A first step on Earth might limit the applications to controlled facilities, processing trash from homes and businesses. Later, with subsequent iterations that limit the microorganisms’ life cycles, the solutions may be applied to Earth’s open waters and landscapes. Glory to the future of garbage management!

As an environmentalist, I do not see these future innovations as “nice to have.” I see them as economic necessities.

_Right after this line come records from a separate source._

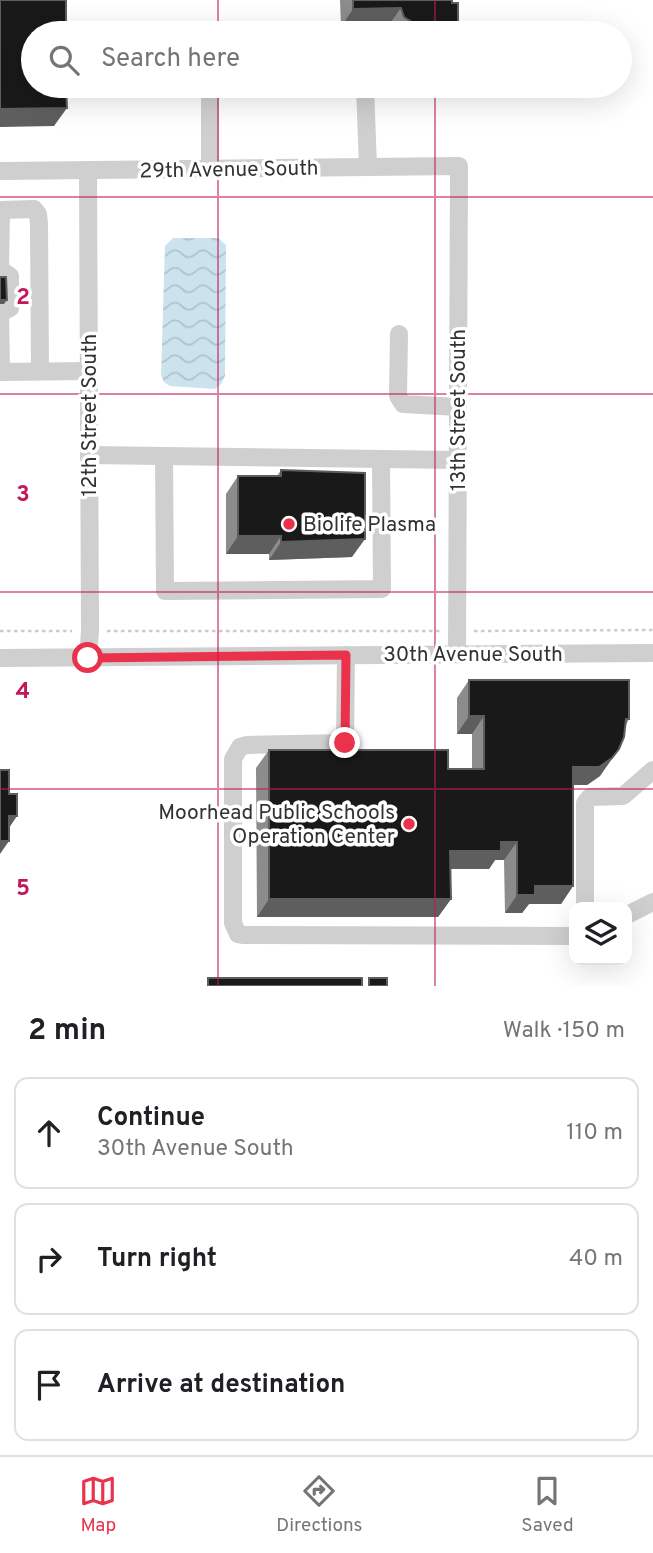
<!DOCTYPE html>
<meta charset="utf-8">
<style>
body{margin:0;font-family:Overpass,sans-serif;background:#f6f6f6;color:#202124}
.controls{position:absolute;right:21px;bottom:21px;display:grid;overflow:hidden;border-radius:14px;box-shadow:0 7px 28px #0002}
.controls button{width:63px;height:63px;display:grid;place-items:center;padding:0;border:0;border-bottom:2px solid #e0e0e0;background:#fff;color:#202124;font:35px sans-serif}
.stop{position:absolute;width:21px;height:21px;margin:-16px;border:5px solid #ea324d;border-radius:50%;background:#fff}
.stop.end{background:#ea324d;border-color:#fff;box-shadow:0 2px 7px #0008}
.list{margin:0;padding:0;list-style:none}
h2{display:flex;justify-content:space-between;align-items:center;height:91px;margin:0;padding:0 28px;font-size:30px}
h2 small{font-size:23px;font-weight:400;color:#757577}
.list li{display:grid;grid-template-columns:46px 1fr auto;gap:21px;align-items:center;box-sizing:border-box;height:112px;margin:0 14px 14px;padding:0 14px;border:2px solid #e0e0e0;border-radius:14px}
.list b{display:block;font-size:26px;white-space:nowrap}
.list p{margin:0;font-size:23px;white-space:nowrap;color:#757577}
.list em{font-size:23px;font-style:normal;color:#757577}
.icon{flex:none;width:38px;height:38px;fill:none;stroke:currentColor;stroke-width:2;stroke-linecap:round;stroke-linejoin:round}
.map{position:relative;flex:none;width:653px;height:986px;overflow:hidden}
.search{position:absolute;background:#fff;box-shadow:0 7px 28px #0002;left:21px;right:21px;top:21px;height:77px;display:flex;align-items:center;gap:18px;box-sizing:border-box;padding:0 24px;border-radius:38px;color:#757577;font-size:26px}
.sheet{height:469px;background:#fff}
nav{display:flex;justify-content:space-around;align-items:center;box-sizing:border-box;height:98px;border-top:2px solid #e0e0e0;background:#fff;font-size:19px;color:#757577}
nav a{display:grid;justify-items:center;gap:4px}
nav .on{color:#ea324d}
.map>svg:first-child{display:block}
.water{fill:url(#water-waves)}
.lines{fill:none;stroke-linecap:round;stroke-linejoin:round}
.path{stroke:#ccc;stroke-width:2.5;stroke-dasharray:3.5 3.5;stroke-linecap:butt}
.minor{stroke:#cfcfcf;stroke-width:18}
.wall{fill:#8c8c8c}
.shaded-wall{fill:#5e5e5e}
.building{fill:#191919;stroke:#5e5e5e;stroke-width:2}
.route{stroke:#ea324d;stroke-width:9}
.grid{fill:none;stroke:#c2185b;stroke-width:2;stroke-opacity:0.55}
.poi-dot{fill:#ea324d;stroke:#fff;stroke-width:2.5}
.labels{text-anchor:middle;stroke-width:7;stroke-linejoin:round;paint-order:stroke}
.street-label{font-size:21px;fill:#323232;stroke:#fff}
.poi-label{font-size:21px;fill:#323232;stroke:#fff;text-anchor:start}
.grid-label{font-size:23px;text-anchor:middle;font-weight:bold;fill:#c2185b;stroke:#fff;stroke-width:7;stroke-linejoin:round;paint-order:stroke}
</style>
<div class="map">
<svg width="653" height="986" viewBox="0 0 653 986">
<defs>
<pattern id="water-waves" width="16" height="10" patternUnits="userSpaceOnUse" patternTransform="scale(1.75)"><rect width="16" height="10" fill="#cce3ee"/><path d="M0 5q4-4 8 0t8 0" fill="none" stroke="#b0c3cd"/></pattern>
</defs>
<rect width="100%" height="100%" fill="#fff"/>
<polygon class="water" points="173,238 218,238 226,245 225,376 221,384 215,389 170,386 164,382 161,375 165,246"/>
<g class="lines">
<g class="path">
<polyline points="0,631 72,631"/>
<polyline points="107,631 440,631"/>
<polyline points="474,631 653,630"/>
</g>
<g class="minor">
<polyline points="210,86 210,169"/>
<polyline points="365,86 368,167"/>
<polyline points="0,171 459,166 457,654"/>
<polyline points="399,334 398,396 403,404 458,407"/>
<polyline points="0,372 89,371"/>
<polyline points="1,372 0,313 10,308 10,276 0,269 1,210 34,209 38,214 39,224 40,371"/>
<polyline points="89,455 458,460"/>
<polyline points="164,456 165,591 382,589 381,459"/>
<polyline points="346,655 345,743 247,745 240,747 233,759 233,923 238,934 244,935 574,936"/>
<polyline points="0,658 653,653"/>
<polyline points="88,658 90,631 88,171"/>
<polyline points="585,907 585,803 590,797 623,796 653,770"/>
<polyline points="627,915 653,902"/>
</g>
</g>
<g class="wall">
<polygon points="340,0 452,0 458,33 391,33 388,26 341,27"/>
<polygon points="281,470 352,557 269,560 269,554 226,554 226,494 238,476 277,476"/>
<polygon points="469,680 629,719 600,776 587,785 573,785 573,886 561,904 529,904 522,913 505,913 504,860 495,860 489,869 450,869 451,899 438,917 257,917 256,768 269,750 448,769 472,769 472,734 457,734 457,698"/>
</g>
<g class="shaded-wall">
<polygon points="401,8 388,26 341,27 353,9"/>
<polygon points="67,108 54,126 0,127 0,109"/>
<polygon points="0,300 7,300 4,304 0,304"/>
<polygon points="238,536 281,536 269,554 226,554"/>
<polygon points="365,539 352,557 269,560 281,542"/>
<polygon points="469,716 484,716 472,734 457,734"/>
<polygon points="619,749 600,776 587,785 561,785 573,767"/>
<polygon points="9,816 17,816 5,834"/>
<polygon points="0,841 9,841 0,854"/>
<polygon points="501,842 517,842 504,860 495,860 489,869 438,869 450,851"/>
<polygon points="535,886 573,886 561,904 529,904 522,913 505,913 517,895"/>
<polygon points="269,899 451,899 438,917 257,917"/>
</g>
<g class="building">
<polygon points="0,0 66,0 66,33 33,33 33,86 66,86 67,108 0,109"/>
<polygon points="353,0 452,0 452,3 458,3 458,33 413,33 412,22 404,17 401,8 353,9"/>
<polygon points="0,277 6,277 7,300 0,300"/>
<polygon points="281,470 365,473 365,539 281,542 281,536 238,536 238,476 281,476"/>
<polygon points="469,680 629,680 629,719 626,719 624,737 619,749 612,758 599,767 573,767 573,886 535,886 535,895 517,895 517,842 501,842 501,851 450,851 451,899 269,899 269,750 448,750 448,769 484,769 484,716 469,716"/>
<polygon points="0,770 9,770 9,794 17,794 17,816 9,816 9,841 0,841"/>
<rect x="208" y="978" width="154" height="8"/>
<rect x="369" y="978" width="18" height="8"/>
</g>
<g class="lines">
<polyline class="route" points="88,658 346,655 345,743"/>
</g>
<path class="grid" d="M218,0V33M435,0V33M218,86V986M435,86V986M0,197H653M0,394H653M0,592H653M0,789H653"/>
<g class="poi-dot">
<circle cx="289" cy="524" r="7"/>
<circle cx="409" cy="824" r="7"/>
</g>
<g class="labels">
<g class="street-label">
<text transform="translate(229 169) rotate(-1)" y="7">29th Avenue South</text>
<text transform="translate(458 410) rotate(-90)" y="7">13th Street South</text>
<text transform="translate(89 415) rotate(-90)" y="7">12th Street South</text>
<text x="473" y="661">30th Avenue South</text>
</g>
<g class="poi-label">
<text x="303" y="531">Biolife Plasma</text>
<text x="395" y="819" text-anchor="end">Moorhead Public Schools<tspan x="395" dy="24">Operation Center</tspan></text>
</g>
</g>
<g class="grid-label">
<text x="23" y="304">2</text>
<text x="23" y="501">3</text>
<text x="23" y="698">4</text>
<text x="23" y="895">5</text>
</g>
</svg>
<div class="controls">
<button><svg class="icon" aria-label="layers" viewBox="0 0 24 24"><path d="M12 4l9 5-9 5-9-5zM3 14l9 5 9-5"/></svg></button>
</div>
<div class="stop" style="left:88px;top:658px"></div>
<div class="stop end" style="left:345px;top:743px"></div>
<div class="search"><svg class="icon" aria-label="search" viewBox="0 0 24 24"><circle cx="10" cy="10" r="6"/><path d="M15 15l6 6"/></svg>Search here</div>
</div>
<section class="sheet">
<h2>2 min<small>Walk · 150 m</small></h2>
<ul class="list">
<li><svg class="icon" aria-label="ahead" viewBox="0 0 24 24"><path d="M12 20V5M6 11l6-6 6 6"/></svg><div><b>Continue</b><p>30th Avenue South</p></div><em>110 m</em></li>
<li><svg class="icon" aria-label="right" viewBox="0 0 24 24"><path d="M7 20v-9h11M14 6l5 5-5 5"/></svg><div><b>Turn right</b></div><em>40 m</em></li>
<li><svg class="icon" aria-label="arrive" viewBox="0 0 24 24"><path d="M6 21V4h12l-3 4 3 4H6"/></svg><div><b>Arrive at destination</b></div></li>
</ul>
</section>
<nav>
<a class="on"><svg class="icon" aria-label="map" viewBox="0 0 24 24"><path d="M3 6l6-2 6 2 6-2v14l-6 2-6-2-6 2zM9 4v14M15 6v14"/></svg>Map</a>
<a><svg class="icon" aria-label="directions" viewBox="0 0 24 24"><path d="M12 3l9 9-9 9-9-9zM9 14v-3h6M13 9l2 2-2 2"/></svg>Directions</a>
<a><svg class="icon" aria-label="saved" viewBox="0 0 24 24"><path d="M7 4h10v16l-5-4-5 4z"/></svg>Saved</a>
</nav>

If we wish to have the luxury of time to investigate our solar system, building habitats on distant planets and moons and involving commercial ventures, we must ensure the health of the global economic base from which the funds and resources will spring to feed our space exploration endeavors.

At present, our global population is estimated to be 7.27 billion people; by the mid-21st century, this number is expected to reach 9.6 billion. Regardless of the extent of our ventures into space, the overwhelming majority of these people will remain on Earth, and they will require a healthy and safe environment if they are to contribute to the global economy. Ensuring humans live in an invigorating environment would not only be good economics, it would be the right thing to do.

Perhaps in the future, commercial products may be created through technologies such as nano-manufacturing. It would eliminate much of the problem of inventing recycling methods or finding places to bury our trash, because these products could be repaired or recycled by reversing the nano-manufacturing process.